Publicado en El Post el viernes 14 de enero de 2010

jueves, 13 de enero de 2011

Espejismos

SESENTA POR ciento de conocimiento en las próximas encuestas. Ese es el criterio mínimo que exige el Presidente a sus ministros. No parece descabellado en nuestros tiempos: un ministro que no es suficientemente conocido, simplemente no existe. No hay salvación posible fuera de las encuestas.

¿Será el próximo paso encerrar a los ministros en una casa estudio y permitir a los chilenos participar en sus eliminaciones sucesivas? O, por qué no, premiarlos con antorchas de plata cuando alcancen el umbral exigido.

Todo esto podría ser hasta gracioso si no fuera porque la materia es grave. Las encuestas, esos oráculos contemporáneos, y su cortejo de exégetas autorizados están sustituyendo progresivamente la deliberación pública. El horizonte de lo público se estrecha cuando las preguntas -y las respuestas- vienen formuladas de antemano. Nadie puede negar el valor de las encuestas, pero éstas también tienen defectos. Por de pronto, quien las escucha mucho desarrolla una especie de sordera frente a otras consideraciones.

Ahora bien, es obvio que el gobierno debe tomar en cuenta lo que indican los sondeos. El desafío, como siempre en política, es dar con un equilibrio razonable. Sin embargo, exigir a los ministros una meta numérica de ese tipo es, cuando menos, pobre y descaminado. Desde luego, no todos los ministerios tienen el mismo grado de exposición pública ni realizan el mismo tipo de tareas: no es razonable aplicar una sola vara. Por otro lado, el trabajo bien hecho no necesariamente va de la mano con la popularidad inmediata.

Se podrá objetar que no es imposible caminar y mascar chicle a la vez. Que los ministros tienen exigentes metas sectoriales que cumplir y que son verificadas periódicamente. No lo dudo. Pero es innegable que la exigencia encuestológica (no se me ocurre otro nombre) introduce una tensión interna en el propio discurso oficialista, y aquí reside una de las grandes fallas geológicas en el discurso del gobierno. El problema puede resumirse así: hay una distancia entre quien busca ser excelente y quien busca parecerlo. La excelencia, cuando es real y tiene contenido, no se vocifera con tanta ansiedad. El verdadero trabajo, el que deja huella, es, como decía Péguy, lento, modesto, molecular y definitivo; y nadie puede hacerlo muy bien si está pensando, al mismo tiempo, en la próxima Adimark o CEP.

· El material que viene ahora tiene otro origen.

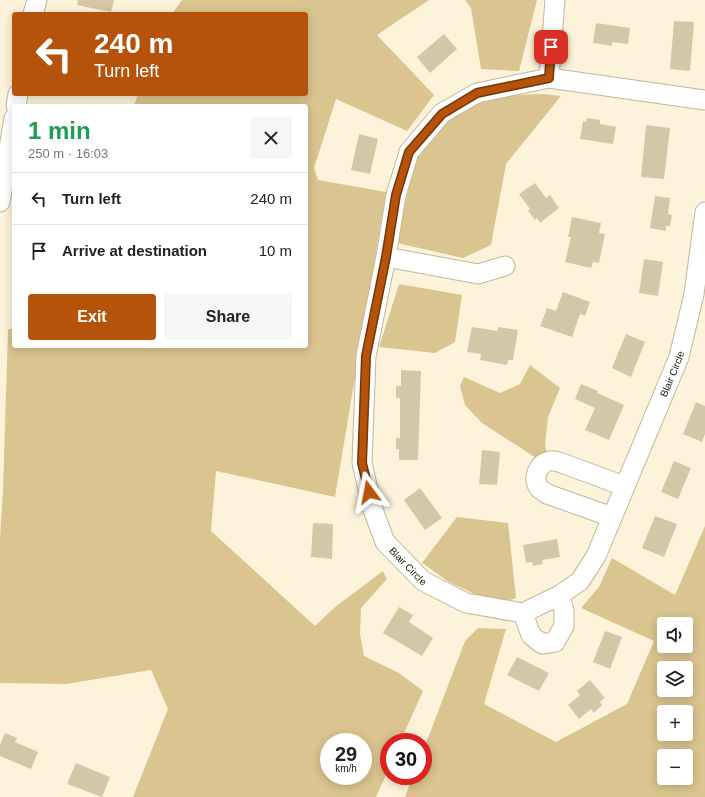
<!DOCTYPE html>
<meta charset="utf-8">
<style>
:root{--surface:#fff;--page:#f6f6f6;--text:#222;--muted:#767676;--line:#e0e0e0;--accent:#b45309}
body{margin:0;font-family:Arial,sans-serif;background:var(--page);color:var(--text);height:100vh;display:flex;flex-direction:column;font-size:15px;white-space:nowrap}
*{box-sizing:border-box;margin:0}
p{font-size:13px;color:var(--muted)}
.icon{flex:none;width:22px;height:22px;fill:none;stroke:currentColor;stroke-width:2;stroke-linecap:round;stroke-linejoin:round}
.map{position:relative;flex:1;overflow:hidden}
.side{position:absolute;left:12px;top:104px;width:296px;height:244px;display:flex;flex-direction:column;background:var(--surface);border-radius:4px;box-shadow:0 2px 10px #0003}
.side>*{flex:none}
.banner{position:absolute;left:12px;top:12px;width:296px;height:84px;border-radius:4px;box-shadow:0 2px 10px #0003;background:#b45309;color:#fff;overflow:hidden}
.buttons{position:absolute;left:657px;top:617px;display:grid;gap:8px}
.buttons a{display:grid;place-items:center;width:36px;height:36px;border-radius:4px;background:var(--surface);box-shadow:0 2px 10px #0003;font-size:20px}
.speed{position:absolute;left:320px;top:733px;display:flex;gap:8px;font-size:20px;font-weight:700;text-align:center}
.speed>*{display:grid;place-content:center;width:52px;height:52px;border-radius:50%;background:var(--surface);box-shadow:0 2px 10px #0003;line-height:1}
.speed small{font-size:10px;font-weight:400}
.speed .limit{border:6px solid #d22;background:#fff;color:#111}
.pin{position:absolute;display:grid;place-items:center;width:34px;height:34px;color:#fff;margin:-17px;border-radius:8px;box-shadow:0 2px 6px #0006}
.me{position:absolute;width:44px;margin:-22px;rotate:347deg;stroke-linejoin:round;filter:drop-shadow(0 0 3px #0008)}
.turn{display:flex;align-items:center;gap:14px;height:84px;padding:0 16px;font-size:18px}
.turn .icon{width:52px;height:52px;stroke-width:2.5}
.turn b{display:block;font-size:28px;line-height:34px}
.round{display:grid;place-items:center;flex:none;width:42px;height:42px;border-radius:4px;background:var(--page)}
.overview{display:flex;align-items:center;justify-content:space-between;height:68px;padding:0 16px}
h1{font-size:24px;font-weight:800;line-height:30px;color:#1e9e55}
.cta{display:flex;gap:8px;margin-top:auto;padding:8px 16px}
.cta a{flex:1;height:46px;border-radius:4px;background:var(--accent);color:#fff;font-size:16px;font-weight:800;line-height:46px;text-align:center}
.cta a+a{background:var(--page);color:var(--text)}
ul{padding:0;list-style:none}
li{display:flex;align-items:center;gap:12px;height:52px;padding:0 16px;border-top:1px solid var(--line)}
li div{flex:1}
li b{display:block;font-size:15px}
li em{font-style:normal}
.map>svg:first-child{display:block}
.green{fill:#dac48f;fill-rule:evenodd}
.building{fill:#d4c7a8}
.lines{fill:none;stroke-linecap:round;stroke-linejoin:round}
.minor-casing{stroke:#c3b698;stroke-width:21}
.minor{stroke:#fff;stroke-width:19}
.route-casing{stroke:#753606;stroke-width:10}
.route{stroke:#b45309;stroke-width:7}
.labels{text-anchor:middle;stroke-width:3.5;stroke-linejoin:round;paint-order:stroke}
.street-label{font-size:10px;fill:#181308;stroke:#fff}
</style>
<div class="map">
<svg width="705" height="797" viewBox="0 0 705 797">
<rect width="100%" height="100%" fill="#fdf3da"/>
<!-- green -->
<path class="green" d="M 182,0 L 429,0 L 377,35 L 434,95 L 407,131 L 336,99 L 314,168 L 318,180 L 386,192 L 335,497 L 216,471 L 211,531 L 315,626 L 335,607 L 383,571 L 387,579 L 361,608 L 360,634 L 364,656 L 399,673 L 423,691 L 400,742 L 389,742 L 389,768 L 376,797 L 133,797 L 168,709 L 151,670 L 66,684 L 0,683 L 0,538 L 3,491 L 8,329 L 14,329 L 14,346 L 306,346 L 306,106 L 134,106 L 138,94 L 306,94 L 306,14 L 172,14 ZM 329,742 L 363,742 L 363,776 L 329,776 Z
M 465,0 L 537,0 L 519,71 L 481,69 L 471,8 Z
M 543,94 L 561,96 L 506,164 L 491,245 L 463,258 L 397,243 L 414,162 L 442,124 L 481,96 Z
M 399,284 L 462,295 L 455,342 L 435,353 L 379,347 Z
M 530,365 L 560,388 L 548,417 L 545,446 L 547,452 L 536,458 L 482,423 L 465,405 L 460,386 L 464,377 L 500,393 L 520,384 Z
M 457,517 L 508,523 L 516,598 L 498,605 L 449,582 L 422,563 Z
M 705,526 L 705,797 L 405,797 L 413,776 L 423,776 L 423,751 L 465,641 L 478,628 L 506,629 L 484,704 L 556,742 L 627,704 L 654,641 L 581,608 L 599,587 L 612,558 L 675,595 ZM 664,624 L 686,624 L 686,646 L 664,646 ZM 664,668 L 686,668 L 686,690 L 664,690 ZM 664,712 L 686,712 L 686,734 L 664,734 ZM 664,756 L 686,756 L 686,778 L 664,778 Z"/>
<!-- building -->
<path class="building" d="M 78,0 L 114,0 L 111,12 L 77,5 Z
M 674,21 L 694,22 L 690,71 L 670,69 Z
M 596,23 L 630,28 L 628,44 L 612,42 L 612,46 L 593,43 Z
M 444,34 L 457,49 L 430,73 L 417,57 Z
M 587,118 L 600,120 L 600,124 L 616,127 L 613,144 L 580,139 L 583,121 L 586,122 Z
M 646,125 L 670,128 L 664,179 L 641,177 Z
M 359,134 L 378,139 L 370,174 L 351,170 Z
M 535,183 L 546,198 L 550,195 L 559,208 L 540,223 L 537,218 L 535,220 L 528,211 L 530,209 L 519,194 Z
M 655,196 L 670,198 L 668,214 L 672,215 L 670,226 L 666,226 L 666,231 L 650,228 Z
M 572,217 L 601,223 L 599,233 L 605,234 L 599,263 L 593,262 L 591,268 L 565,262 L 571,237 L 568,237 Z
M 644,259 L 663,262 L 658,296 L 639,293 Z
M 563,292 L 590,302 L 585,316 L 580,314 L 572,337 L 540,326 L 547,308 L 556,311 Z
M 472,327 L 498,331 L 498,327 L 518,330 L 513,360 L 508,360 L 507,365 L 480,360 L 481,354 L 467,352 Z
M 626,334 L 645,342 L 631,377 L 612,368 Z
M 401,370 L 421,371 L 418,460 L 399,460 L 399,449 L 396,449 L 396,438 L 400,438 L 400,398 L 396,398 L 396,386 L 401,386 Z
M 581,384 L 598,391 L 597,393 L 624,405 L 609,440 L 585,430 L 595,408 L 575,399 Z
M 696,402 L 705,406 L 705,434 L 702,442 L 683,434 Z
M 482,450 L 500,452 L 497,485 L 479,484 Z
M 674,461 L 691,468 L 678,499 L 661,492 Z
M 420,488 L 442,518 L 425,530 L 404,500 Z
M 655,516 L 677,524 L 664,557 L 642,548 Z
M 313,523 L 333,524 L 332,559 L 311,557 Z
M 557,539 L 560,557 L 542,560 L 543,564 L 533,566 L 532,562 L 526,563 L 523,545 Z
M 399,607 L 413,615 L 409,622 L 433,638 L 422,656 L 383,633 Z
M 605,631 L 622,637 L 610,669 L 593,662 Z
M 517,657 L 549,673 L 539,691 L 507,675 Z
M 590,680 L 605,698 L 600,702 L 602,705 L 594,713 L 591,709 L 579,719 L 568,705 L 580,695 L 577,691 Z
M 5,733 L 17,738 L 15,742 L 38,752 L 31,769 L 0,756 L 0,745 Z
M 76,763 L 110,777 L 102,797 L 67,784 Z"/>
<g class="lines">
<defs>
<g id="minor">
<path d="M 33,14 L 37,0"/>
<path d="M 549,78 L 555,0"/>
<path id="s1" d="M 705,100 L 549,78 L 477,93 L 442,113 L 409,152 L 396,195 L 386,257 L 366,356 L 362,463 L 372,507 L 385,542 L 423,581 L 466,603 L 523,613 L 560,595 L 580,581 L 596,556 L 679,357 L 694,294 L 705,212"/>
<path d="M 16,106 L 18,94"/>
<path d="M 0,202 L 14,118"/>
<path d="M 386,257 L 478,274 L 505,266"/>
<path d="M 612,517 L 547,494 C 545,492 541,490 539,488 C 532,478 538,463 550,461 C 553,460 557,462 559,462 L 624,486"/>
<path d="M 523,613 L 531,635 L 542,644 L 555,642 L 564,626 L 564,611 L 560,595"/>
</g>
</defs>
<!-- minor casing -->
<use href="#minor" class="minor-casing"/>
<!-- minor -->
<use href="#minor" class="minor"/>
</g>
<g class="lines">
<defs>
<path id="route" d="M 369,492 L 362,463 L 366,356 L 386,257 L 396,195 L 409,152 L 442,114 L 477,93 L 549,78 L 551,47"/>
</defs>
<!-- route casing -->
<use href="#route" class="route-casing"/>
<!-- route -->
<use href="#route" class="route"/>
</g>
<g class="labels">
<!-- street labels -->
<g class="street-label">
<text dy="4" stroke="none"><textPath href="#s1" startOffset="1174">Blair Circle</textPath></text>
<text dy="4" stroke="none"><textPath href="#s1" startOffset="754">Blair Circle</textPath></text>
</g>
</g>
</svg>
<div class="buttons">
<a><svg class="icon" aria-label="sound" viewBox="0 0 24 24"><path d="M4 9h4l5-4v14l-5-4H4zM17 9q2 3 0 6"/></svg></a>
<a><svg class="icon" aria-label="layers" viewBox="0 0 24 24"><path d="M12 4l9 5-9 5-9-5zM3 14l9 5 9-5"/></svg></a>
<a>+</a>
<a>−</a>
</div>
<div class="speed"><div>29<small>km/h</small></div><div class="limit">30</div></div>
<div class="pin" style="left:551px;top:47px;background:#d93025"><svg class="icon" aria-label="arrive" viewBox="0 0 24 24"><path d="M6 21V4h12l-3 4 3 4H6"/></svg></div>
<svg class="me" style="left:369px;top:492px" viewBox="-20 -20 40 40"><path d="M0-17L14 15 0 8-14 15z" fill="#b45309" stroke="#fff" stroke-width="4"/></svg>
<div class="banner">
<div class="turn"><svg class="icon" aria-label="left" viewBox="0 0 24 24"><path d="M17 20v-9H6M10 6l-5 5 5 5"/></svg><div><b>240 m</b>Turn left</div></div>
</div>
<section class="side">
<div class="overview"><div><h1>1 min</h1><p>250 m · 16:03</p></div><a class="round"><svg class="icon" aria-label="close" viewBox="0 0 24 24"><path d="M6 6l12 12M18 6L6 18"/></svg></a></div>
<ul>
<li><svg class="icon" aria-label="left" viewBox="0 0 24 24"><path d="M17 20v-9H6M10 6l-5 5 5 5"/></svg><div><b>Turn left</b></div><em>240 m</em></li>
<li><svg class="icon" aria-label="arrive" viewBox="0 0 24 24"><path d="M6 21V4h12l-3 4 3 4H6"/></svg><div><b>Arrive at destination</b></div><em>10 m</em></li>
</ul>
<div class="cta"><a>Exit</a><a>Share</a></div>
</section>
</div>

Por cierto, como lo ha mostrado la crisis magallánica, la dicotomía puede, y debe, ser superada. Los problemas que aquejan al país no son ni de popularidad de los ministros ni puramente técnicos. Al ministro Raineri no le faltó sólo tacto político; le faltó, sobre todo, entender que Chile es algo más que una empresa, y que las regiones extremas tienen una importancia estratégica e histórica -sí, ministro Lavín, la historia puede servir de algo- que las hace singulares, nos guste o no. No es que no haya sabido comunicar, es simplemente que no tenía nada que comunicar, nada que decir. Mientras el gobierno no sea capaz de apreciar esa diferencia, seguirá atrapado en un círculo sin salida, creyendo que gobernar se reduce a comunicar y encuestar. Es cierto que la célebre frase de don Pedro Aguirre Cerda merecía mejores complementos, pero, qué diablos, así parece ser esta nueva forma de gobernar.